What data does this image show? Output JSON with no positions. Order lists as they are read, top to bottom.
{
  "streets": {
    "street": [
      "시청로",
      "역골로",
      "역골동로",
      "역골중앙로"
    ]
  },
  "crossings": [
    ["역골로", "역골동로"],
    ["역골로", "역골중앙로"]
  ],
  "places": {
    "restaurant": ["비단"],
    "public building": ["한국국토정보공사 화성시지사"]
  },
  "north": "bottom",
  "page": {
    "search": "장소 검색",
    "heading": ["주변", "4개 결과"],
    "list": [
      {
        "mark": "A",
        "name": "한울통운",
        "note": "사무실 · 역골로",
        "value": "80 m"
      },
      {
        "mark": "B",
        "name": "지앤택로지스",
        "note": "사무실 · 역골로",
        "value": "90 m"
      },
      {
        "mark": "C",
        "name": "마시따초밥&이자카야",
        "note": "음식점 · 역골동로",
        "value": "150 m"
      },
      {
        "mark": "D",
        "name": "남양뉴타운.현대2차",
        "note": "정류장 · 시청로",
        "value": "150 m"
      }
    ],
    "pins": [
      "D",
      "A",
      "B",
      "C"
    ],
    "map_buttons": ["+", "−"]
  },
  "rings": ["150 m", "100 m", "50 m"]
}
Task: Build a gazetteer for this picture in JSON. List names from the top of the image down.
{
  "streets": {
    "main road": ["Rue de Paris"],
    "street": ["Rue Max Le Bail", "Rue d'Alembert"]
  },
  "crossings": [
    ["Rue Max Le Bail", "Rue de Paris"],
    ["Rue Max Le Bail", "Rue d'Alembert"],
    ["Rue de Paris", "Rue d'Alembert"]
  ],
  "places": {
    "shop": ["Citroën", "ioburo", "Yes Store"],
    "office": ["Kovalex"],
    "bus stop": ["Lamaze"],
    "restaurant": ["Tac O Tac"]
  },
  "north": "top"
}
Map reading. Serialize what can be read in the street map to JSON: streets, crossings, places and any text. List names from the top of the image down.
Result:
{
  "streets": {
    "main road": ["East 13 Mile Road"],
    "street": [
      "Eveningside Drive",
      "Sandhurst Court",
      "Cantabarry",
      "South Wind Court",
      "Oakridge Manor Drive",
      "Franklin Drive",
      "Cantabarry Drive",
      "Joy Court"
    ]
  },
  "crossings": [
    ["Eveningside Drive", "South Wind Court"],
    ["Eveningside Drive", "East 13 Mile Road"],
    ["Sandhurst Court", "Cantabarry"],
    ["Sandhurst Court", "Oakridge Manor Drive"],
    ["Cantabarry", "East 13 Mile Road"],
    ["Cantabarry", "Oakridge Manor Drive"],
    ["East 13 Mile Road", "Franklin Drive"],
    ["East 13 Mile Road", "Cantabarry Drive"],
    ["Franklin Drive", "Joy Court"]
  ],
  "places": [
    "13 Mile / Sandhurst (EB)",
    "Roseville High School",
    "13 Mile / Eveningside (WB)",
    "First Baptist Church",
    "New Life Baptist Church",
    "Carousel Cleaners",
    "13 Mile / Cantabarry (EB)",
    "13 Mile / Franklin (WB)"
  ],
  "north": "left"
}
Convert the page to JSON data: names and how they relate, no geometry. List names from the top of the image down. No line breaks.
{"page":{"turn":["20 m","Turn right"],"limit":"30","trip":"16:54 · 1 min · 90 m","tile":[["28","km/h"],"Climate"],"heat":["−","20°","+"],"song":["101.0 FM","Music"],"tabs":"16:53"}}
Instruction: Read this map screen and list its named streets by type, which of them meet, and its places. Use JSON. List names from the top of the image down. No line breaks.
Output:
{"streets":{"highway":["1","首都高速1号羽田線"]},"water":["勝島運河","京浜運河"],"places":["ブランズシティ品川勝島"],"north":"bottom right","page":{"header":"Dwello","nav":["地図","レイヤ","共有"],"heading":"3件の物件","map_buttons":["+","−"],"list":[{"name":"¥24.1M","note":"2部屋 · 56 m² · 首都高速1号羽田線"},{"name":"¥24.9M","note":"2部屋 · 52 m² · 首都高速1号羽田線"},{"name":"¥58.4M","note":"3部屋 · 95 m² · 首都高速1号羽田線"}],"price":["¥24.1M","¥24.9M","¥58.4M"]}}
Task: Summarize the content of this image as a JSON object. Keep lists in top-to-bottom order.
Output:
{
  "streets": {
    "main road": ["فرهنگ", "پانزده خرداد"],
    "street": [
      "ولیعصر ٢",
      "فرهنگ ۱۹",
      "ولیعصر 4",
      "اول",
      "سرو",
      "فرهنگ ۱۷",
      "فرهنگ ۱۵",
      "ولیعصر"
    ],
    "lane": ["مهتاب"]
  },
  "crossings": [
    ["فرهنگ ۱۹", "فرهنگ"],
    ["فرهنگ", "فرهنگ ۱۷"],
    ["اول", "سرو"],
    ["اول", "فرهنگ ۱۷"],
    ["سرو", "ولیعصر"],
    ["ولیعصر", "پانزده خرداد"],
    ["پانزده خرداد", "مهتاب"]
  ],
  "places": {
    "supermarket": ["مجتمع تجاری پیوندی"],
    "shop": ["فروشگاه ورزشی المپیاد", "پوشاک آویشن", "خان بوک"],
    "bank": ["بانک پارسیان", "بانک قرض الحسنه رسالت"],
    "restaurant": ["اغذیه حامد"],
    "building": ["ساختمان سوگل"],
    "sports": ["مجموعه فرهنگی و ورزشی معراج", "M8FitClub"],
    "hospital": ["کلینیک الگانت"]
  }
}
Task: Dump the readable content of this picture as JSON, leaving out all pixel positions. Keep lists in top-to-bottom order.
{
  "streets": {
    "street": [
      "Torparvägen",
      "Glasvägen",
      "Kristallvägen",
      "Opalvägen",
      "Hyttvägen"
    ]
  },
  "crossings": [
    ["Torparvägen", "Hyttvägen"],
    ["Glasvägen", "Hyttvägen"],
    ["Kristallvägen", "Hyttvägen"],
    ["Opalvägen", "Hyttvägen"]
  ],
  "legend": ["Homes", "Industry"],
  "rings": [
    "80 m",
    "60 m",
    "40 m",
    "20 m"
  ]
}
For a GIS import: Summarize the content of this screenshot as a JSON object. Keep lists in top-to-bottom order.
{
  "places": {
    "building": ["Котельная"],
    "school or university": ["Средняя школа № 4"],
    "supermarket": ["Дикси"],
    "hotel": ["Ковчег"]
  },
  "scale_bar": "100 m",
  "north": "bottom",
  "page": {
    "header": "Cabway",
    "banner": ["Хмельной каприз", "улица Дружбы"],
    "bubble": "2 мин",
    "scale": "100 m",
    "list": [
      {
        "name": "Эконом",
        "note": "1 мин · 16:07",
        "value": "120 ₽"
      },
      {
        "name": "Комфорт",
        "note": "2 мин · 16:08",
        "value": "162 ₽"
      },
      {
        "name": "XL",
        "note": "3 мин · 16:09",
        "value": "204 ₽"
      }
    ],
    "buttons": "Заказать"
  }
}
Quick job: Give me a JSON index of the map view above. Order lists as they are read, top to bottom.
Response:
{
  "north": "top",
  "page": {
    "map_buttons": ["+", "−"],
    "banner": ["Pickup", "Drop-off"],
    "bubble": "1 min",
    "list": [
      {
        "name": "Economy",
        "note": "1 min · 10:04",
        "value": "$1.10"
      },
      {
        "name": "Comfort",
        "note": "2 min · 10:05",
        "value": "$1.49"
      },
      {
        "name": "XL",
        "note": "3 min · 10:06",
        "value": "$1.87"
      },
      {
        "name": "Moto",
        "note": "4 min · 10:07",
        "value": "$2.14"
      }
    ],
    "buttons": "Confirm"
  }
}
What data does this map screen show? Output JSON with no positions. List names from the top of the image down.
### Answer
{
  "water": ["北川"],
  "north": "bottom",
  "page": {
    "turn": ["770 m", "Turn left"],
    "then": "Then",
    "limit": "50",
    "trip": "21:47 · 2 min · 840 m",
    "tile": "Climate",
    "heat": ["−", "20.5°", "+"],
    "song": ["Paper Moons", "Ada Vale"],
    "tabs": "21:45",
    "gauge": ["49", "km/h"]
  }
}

• _The task_: Write down again, exactly as given, only the lines above that fall from the line with "Instruction: Read this" to the line with "Task: Summarize the", inclusive.

• _Exercise answer_:
Instruction: Read this map screen and list its named streets by type, which of them meet, and its places. Use JSON. List names from the top of the image down. No line breaks.
Output:
{"streets":{"highway":["1","首都高速1号羽田線"]},"water":["勝島運河","京浜運河"],"places":["ブランズシティ品川勝島"],"north":"bottom right","page":{"header":"Dwello","nav":["地図","レイヤ","共有"],"heading":"3件の物件","map_buttons":["+","−"],"list":[{"name":"¥24.1M","note":"2部屋 · 56 m² · 首都高速1号羽田線"},{"name":"¥24.9M","note":"2部屋 · 52 m² · 首都高速1号羽田線"},{"name":"¥58.4M","note":"3部屋 · 95 m² · 首都高速1号羽田線"}],"price":["¥24.1M","¥24.9M","¥58.4M"]}}
Task: Summarize the content of this image as a JSON object. Keep lists in top-to-bottom order.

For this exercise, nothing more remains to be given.